Then things went quickly. Before addressing the prospects for surgery, the medical staff felt that Mom needed other, more critical attention. The “day trip” ended with a hospitalization, and lots of questions. Karen came home, then turned right around and spent most of the July 4 week sitting with her mother in hospital. Then, after another two-day trip home, we went back together. By now it was becoming clear that whatever would happen with Mom’s health, coming back to her home was not likely to happen soon, if ever.
I have a sister who lives conveniently close to the Hospital, and that is where Karen stayed – and later where we both stayed – while sitting with her Mom. We were not sleeping well through Thursday night, but from whatever sleep we were woken at about 2:30am Friday, with a call from the nurse. No, we didn’t need to come just then, she just wanted to be sure someone could be there before the 9am transfer to a hospice care facility. Well, then of course we weren’t sleeping at all.

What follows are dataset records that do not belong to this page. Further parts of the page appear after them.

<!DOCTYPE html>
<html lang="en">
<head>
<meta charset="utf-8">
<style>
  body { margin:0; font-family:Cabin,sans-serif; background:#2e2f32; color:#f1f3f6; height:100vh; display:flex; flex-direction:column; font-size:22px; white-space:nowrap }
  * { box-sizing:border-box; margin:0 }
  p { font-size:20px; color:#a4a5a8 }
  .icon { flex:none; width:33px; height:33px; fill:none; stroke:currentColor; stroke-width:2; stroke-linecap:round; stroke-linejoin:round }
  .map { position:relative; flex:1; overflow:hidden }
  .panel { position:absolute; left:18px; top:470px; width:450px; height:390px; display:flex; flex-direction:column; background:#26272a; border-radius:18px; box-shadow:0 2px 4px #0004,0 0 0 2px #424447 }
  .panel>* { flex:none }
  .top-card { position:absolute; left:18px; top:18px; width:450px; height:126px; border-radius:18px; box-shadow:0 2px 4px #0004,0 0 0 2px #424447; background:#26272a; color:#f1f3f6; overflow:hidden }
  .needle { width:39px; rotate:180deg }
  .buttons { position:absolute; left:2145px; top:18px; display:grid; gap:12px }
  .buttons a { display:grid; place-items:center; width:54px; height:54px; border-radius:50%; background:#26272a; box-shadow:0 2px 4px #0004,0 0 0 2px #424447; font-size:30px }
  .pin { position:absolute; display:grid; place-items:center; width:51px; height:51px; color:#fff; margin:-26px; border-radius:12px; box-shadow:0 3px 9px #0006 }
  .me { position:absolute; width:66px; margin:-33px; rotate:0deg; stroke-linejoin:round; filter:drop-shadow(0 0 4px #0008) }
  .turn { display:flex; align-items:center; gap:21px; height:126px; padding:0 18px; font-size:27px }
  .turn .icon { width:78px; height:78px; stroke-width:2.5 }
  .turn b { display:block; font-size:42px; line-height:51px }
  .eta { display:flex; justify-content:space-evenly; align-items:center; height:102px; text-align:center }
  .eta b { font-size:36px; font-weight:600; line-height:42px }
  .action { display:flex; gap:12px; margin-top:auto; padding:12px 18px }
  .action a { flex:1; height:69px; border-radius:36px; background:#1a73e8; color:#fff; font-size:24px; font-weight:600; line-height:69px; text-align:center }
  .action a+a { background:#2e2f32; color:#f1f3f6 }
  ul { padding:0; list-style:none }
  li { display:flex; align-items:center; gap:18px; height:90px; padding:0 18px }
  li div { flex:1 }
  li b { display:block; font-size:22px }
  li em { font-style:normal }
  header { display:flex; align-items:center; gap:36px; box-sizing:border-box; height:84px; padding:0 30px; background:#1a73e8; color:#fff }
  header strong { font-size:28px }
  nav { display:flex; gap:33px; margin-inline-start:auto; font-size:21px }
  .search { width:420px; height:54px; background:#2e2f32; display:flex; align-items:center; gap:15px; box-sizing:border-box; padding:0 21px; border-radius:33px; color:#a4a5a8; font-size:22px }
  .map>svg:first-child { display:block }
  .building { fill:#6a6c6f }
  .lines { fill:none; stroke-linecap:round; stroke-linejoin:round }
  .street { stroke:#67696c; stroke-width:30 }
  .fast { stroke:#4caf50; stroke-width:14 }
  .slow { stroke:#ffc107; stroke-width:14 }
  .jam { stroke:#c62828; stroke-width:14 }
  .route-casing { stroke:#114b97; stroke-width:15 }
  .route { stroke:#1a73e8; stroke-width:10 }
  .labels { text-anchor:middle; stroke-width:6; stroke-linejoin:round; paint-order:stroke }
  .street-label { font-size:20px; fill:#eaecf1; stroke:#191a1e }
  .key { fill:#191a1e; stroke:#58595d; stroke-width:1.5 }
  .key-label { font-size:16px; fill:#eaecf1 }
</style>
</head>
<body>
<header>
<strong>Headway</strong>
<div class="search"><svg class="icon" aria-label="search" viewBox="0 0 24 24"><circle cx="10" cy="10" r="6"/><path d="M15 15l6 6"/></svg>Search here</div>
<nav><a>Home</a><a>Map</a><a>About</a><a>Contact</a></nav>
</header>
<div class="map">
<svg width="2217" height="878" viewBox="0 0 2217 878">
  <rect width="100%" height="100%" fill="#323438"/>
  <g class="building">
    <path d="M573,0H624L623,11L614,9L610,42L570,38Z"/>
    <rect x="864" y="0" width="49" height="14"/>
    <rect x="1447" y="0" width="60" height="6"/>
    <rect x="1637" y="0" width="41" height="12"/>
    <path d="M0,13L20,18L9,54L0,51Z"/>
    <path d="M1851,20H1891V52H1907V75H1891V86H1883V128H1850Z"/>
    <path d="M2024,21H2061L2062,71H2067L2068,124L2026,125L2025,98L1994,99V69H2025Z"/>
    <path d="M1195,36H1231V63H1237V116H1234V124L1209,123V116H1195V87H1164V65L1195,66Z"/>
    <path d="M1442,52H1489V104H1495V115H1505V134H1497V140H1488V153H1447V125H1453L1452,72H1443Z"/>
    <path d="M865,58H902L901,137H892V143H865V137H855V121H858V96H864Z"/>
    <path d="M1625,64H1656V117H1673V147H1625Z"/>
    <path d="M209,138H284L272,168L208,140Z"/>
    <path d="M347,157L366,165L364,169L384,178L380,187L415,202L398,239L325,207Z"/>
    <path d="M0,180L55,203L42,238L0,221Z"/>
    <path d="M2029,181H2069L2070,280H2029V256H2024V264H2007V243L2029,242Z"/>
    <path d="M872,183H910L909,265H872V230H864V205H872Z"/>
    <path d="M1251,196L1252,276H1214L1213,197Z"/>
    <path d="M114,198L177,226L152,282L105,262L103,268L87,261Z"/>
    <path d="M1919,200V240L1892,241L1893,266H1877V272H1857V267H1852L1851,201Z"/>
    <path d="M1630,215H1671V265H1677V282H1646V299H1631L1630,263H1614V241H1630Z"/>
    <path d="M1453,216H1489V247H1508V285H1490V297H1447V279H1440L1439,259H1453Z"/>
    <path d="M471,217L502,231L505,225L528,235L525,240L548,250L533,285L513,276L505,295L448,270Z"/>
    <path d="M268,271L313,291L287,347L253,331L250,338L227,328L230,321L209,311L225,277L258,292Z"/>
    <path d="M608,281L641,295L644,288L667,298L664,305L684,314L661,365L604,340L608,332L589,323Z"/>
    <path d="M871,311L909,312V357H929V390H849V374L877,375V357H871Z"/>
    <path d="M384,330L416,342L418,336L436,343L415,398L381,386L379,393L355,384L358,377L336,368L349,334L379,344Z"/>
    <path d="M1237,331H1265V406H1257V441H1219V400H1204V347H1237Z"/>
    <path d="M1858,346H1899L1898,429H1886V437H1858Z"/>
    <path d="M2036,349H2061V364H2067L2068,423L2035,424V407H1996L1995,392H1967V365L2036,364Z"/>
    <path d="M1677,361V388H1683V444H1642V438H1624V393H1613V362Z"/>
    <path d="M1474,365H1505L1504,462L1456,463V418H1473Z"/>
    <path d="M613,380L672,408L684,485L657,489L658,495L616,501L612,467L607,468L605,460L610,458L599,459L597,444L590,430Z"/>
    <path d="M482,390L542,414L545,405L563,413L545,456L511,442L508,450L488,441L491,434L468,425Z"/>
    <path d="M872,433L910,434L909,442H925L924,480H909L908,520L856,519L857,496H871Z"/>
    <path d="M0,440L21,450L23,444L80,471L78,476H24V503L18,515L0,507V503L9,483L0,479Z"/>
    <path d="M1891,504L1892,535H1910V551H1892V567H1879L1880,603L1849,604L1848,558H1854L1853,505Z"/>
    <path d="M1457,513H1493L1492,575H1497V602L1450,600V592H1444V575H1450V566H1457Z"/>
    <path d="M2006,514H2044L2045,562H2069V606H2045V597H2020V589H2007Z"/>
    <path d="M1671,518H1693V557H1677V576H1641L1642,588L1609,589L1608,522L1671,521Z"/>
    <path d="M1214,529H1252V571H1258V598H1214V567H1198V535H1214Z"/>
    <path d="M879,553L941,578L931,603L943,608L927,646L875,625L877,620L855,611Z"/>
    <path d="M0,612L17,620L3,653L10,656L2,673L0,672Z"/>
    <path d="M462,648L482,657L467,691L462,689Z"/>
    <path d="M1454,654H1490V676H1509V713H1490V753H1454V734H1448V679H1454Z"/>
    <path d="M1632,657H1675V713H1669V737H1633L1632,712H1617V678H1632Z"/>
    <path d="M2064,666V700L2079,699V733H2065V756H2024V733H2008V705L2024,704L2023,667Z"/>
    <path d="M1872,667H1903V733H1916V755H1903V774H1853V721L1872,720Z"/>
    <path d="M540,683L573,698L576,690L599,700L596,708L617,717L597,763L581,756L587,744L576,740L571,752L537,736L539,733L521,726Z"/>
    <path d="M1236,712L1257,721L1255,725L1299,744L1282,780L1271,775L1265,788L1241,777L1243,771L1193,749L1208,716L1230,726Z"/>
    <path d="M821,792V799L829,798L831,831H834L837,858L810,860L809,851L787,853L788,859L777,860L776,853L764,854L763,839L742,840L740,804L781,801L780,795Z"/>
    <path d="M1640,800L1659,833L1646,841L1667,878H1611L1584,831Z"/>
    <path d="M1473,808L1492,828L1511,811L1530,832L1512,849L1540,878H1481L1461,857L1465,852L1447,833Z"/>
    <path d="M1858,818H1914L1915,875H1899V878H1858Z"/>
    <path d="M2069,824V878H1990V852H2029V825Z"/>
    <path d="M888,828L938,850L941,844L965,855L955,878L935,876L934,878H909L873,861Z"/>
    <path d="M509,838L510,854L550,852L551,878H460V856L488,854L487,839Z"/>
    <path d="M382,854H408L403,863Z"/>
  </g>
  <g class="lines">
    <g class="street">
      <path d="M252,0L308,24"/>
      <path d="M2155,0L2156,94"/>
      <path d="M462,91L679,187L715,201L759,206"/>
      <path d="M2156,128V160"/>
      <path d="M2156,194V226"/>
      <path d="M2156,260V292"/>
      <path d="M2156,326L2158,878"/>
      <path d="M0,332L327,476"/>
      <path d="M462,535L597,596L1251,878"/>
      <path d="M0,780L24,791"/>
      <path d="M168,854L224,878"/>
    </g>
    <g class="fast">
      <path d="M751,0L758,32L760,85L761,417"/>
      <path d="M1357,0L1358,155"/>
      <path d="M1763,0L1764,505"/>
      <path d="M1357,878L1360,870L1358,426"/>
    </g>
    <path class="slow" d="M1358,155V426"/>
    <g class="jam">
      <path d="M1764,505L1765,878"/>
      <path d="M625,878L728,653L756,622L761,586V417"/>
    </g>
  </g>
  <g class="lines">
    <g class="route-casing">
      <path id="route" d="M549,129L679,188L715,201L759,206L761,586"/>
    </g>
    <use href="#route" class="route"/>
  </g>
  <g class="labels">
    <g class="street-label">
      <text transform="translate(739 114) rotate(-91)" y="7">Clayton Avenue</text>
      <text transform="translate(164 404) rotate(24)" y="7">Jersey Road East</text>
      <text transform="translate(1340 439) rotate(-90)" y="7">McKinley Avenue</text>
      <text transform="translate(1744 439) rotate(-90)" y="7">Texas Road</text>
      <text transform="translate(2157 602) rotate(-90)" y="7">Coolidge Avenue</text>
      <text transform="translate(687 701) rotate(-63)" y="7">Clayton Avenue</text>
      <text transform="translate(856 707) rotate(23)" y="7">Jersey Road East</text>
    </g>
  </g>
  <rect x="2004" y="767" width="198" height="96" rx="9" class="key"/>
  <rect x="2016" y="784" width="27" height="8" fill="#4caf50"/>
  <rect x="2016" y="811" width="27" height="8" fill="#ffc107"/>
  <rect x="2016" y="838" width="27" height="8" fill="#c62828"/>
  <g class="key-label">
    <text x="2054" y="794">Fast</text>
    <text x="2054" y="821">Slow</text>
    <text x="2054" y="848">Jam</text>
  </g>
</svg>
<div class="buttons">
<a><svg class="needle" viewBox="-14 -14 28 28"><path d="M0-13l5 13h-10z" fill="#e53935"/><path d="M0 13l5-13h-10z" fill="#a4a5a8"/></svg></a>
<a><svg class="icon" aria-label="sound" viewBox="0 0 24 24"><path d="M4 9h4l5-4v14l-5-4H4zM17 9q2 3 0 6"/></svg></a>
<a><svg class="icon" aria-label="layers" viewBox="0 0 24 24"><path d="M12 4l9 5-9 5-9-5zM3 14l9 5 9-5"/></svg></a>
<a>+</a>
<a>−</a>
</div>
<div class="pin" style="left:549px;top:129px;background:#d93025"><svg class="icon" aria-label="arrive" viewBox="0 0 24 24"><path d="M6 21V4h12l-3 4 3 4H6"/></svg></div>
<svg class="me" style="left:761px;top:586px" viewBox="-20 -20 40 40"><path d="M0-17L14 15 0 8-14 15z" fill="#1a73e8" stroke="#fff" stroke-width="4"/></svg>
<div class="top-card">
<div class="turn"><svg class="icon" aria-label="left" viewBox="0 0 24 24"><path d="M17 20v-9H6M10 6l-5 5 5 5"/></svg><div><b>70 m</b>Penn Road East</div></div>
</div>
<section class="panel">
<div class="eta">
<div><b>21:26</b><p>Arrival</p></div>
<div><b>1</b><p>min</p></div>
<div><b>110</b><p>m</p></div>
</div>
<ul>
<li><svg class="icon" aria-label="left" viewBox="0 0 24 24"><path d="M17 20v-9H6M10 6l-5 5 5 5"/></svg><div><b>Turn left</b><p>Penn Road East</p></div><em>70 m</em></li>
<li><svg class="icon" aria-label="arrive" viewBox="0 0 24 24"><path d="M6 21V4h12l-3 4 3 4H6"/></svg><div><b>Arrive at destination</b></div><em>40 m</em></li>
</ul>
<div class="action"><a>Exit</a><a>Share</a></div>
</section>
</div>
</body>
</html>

At 4:30am the nurse called again. Yes, now perhaps we should call Karen’s brother and father, and come in. We threw ourselves together and hopped in the car. That’s when Karen said to me:
“I want you to be my pastor now, OK?”
Well, I’d like to think I would have been. But I probably needed the prompt. Maybe it isn’t common for a music pastor to have a lot of hospital experience. A little death bed experience. I don’t know. I’ve had enough that I hope I know how to comport myself, what to say (and not say), what to read, how to pray. But I’m not sure that would have been my natural mode in the wee hours at my mother-in-law’s bedside. My Karen is very pulled together, capable, thoughtful but not emotional, and I’m not entirely certain I would have slipped on my pastoral shoes for her. But of course, she had never sat and watched someone die. And here she was headed to sit with her dying mother.
I don’t really have a set litany of bedside readings. There are some obvious passages; and then there’s the Holy Spirit, whom we have to trust to lead us in our reading and our praying. We entered Mom’s room, spoke to her, stood by her bed, and took our (unprofessional) stock of her condition. Karen did what she could to help her mom be comfortable. She held her hand, spoke with her, stroked her forehead and put Vaseline on her dried lips. I stood on the other side and read scripture, and prayed. We were mostly quiet. Karen had some music on her iPad, that Mom had enjoyed in previous days.
First I read John 14, “let not your hearts be troubled.” 1 Corinthians 15, on resurrection. Revelation 21 and 22, on heaven. Psalm 84, “How lovely is your dwelling place . . . The Lord God is a sun and shield, blessed are all who take refuge in him." We prayed. We were quiet. More hymns. Then I read from Psalm 62 and 63. Our friend Jerry Sundberg’s recording of our friend Ed Child’s arrangement of “This is my Father’s world” was the last thing Karen’s mother heard on this side of heaven. (We are told that hearing is the last remaining sense.) She was gone, and Karen put on a piano recording of Mom’s favorite hymn, “Holy, Holy, Holy” (arranged and recorded by our friend Levi Henkel).
So, in the end, I was Karen’s pastor. I was also her husband. I may give a pastoral hug to the grieving, but not a neck rub, not an embrace, and different tender words. I didn’t need an invitation to be her husband. But I’m glad that Karen reminded me to be for her what I also have been for others. If only for those ninety minutes, twenty-seven years of preparation were worth it.